Une grande fierté, c’est ce qu’elle a ressenti à l’annonce de sa nomination en Conseil des ministres. « Je n’ai jamais eu de plan de carrière, j’ai toujours choisi un poste parce qu’il m’intéressait et que je pensais pouvoir apporter quelque chose. Etre au service de l’État j’y ai pensé assez jeune », ajoute-t-elle. Le rôle de Monique Legrand-Larroche à la DGA : « travailler en liaison avec les armées pour comprendre et anticiper leurs besoins et préparer avec les industriels les armements du futur ». Une des missions de la DGA c’est aussi le soutien à l’exportation « car une bonne industrie de défense doit vendre à l’étranger pour préserver les emplois et la compétitivité des entreprises ». Elle dirige ainsi une équipe de 2000 ingénieurs, civils et militaires, de très haut niveau, essentiellement des hommes, avant tout par le dialogue et l'écoute. « Je me réjouis quand un de mes ingénieurs me dit qu’il doit partir plus tôt pour aller chercher son petit à la crèche, c’est bien qu’il le fasse mais aussi qu’il ose le dire ! » Articuler sa carrière et sa vie familiale, « on y arrive d’autant mieux qu’on est secondé par son conjoint. Avec mon mari on a toujours été dans l’aide et le partage des tâches, on a réussi à trouver un équilibre qui ne mette en péril ni nos carrières respectives ni nos enfants ». De ce point de vue-là, Monique Legrand-Larroche s’estime chanceuse et ajoute : « les femmes actives sont bien plus organisées, en fait elles n’ont pas le choix.

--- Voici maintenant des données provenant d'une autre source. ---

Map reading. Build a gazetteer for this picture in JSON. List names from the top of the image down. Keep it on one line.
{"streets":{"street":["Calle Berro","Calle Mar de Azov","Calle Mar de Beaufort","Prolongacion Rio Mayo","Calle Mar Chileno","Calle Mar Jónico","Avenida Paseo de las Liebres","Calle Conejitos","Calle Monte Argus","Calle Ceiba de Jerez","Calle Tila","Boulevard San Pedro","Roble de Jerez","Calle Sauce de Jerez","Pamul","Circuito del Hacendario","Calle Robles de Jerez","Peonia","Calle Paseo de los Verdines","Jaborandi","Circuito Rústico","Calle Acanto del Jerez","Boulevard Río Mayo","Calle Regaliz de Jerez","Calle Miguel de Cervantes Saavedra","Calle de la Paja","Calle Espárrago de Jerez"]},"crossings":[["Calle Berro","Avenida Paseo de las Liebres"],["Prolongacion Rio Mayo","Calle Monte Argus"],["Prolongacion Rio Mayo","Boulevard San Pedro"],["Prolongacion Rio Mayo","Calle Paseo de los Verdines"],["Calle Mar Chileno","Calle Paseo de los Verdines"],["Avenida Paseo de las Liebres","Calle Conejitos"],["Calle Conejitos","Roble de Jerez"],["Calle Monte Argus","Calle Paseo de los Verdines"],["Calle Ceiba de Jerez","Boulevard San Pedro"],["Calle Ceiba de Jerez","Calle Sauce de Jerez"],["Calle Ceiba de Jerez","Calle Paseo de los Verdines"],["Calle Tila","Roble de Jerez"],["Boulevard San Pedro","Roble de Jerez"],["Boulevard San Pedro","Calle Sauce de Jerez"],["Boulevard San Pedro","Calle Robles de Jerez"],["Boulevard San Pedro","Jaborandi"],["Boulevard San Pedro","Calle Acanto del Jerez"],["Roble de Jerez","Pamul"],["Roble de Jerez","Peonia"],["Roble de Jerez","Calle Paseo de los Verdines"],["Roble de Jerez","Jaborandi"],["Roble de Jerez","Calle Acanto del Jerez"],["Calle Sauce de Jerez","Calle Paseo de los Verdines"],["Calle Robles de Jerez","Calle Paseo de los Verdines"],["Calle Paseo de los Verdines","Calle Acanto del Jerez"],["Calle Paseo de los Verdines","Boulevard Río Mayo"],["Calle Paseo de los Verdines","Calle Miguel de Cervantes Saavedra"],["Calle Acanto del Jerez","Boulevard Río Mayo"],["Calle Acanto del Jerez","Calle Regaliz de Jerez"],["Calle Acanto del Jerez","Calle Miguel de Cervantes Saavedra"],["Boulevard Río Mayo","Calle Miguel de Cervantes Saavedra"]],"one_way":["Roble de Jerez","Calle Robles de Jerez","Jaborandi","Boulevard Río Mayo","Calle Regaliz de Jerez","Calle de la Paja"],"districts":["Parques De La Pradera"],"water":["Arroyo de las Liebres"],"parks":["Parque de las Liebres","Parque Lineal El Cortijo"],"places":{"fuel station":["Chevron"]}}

Pour articuler 2 ou 3 vies dans une même journée, on a cette nécessité d’efficacité et d’organisation qui au final devient un atout sur le plan professionnel. Une femme au travail ne peut pas se permettre de perdre du temps en réunions ».

« Il faudrait que les jeunes filles arrêtent de s’auto-censurer et se dirigent vers les métiers scientifiques ».

L’égalité femmes-hommes en France ? « Peut mieux faire ! », répond-elle sans hésiter. « Et puis il est sans arrêt demandé aux femmes de prouver qu’elles sont légitimes d’être là, dans tous les milieux ». Les choses évoluent mais trop lentement. « C’est regrettable de devoir en passer par des quotas pour faire progresser la parité en politique, mais aussi dans les conseils d’administrations des grandes entreprises. Pour ce qui est de la DGA il y aujourd’hui  25%  de femmes et 3 femmes au Comex sur un effectif de 10, une belle progression ».

Ce qu’elle aimerait, c’est que les jeunes filles arrêtent de s’auto-censurer et se dirigent vers les métiers scientifiques. Pour qu’un phénomène d’identification se produise, il faut selon elle mettre en avant dans les médias, « et pas seulement le 8 mars », des modèles de réussites féminines dans l’ingénierie, la recherche... Et quand on lui fait observer, qu’en 2015, elle est devenue un de ces modèles, elle rougit un peu. « Si des jeunes peuvent réaliser que ce sont des métiers passionnants, épanouissants, dans lesquels on peut très bien réussir en étant une femme et une maman, alors je serais ravie ! »

Photo portrait de Monique Legrand-Larroche à côté de la maquette dans un sous-marin nucléaire.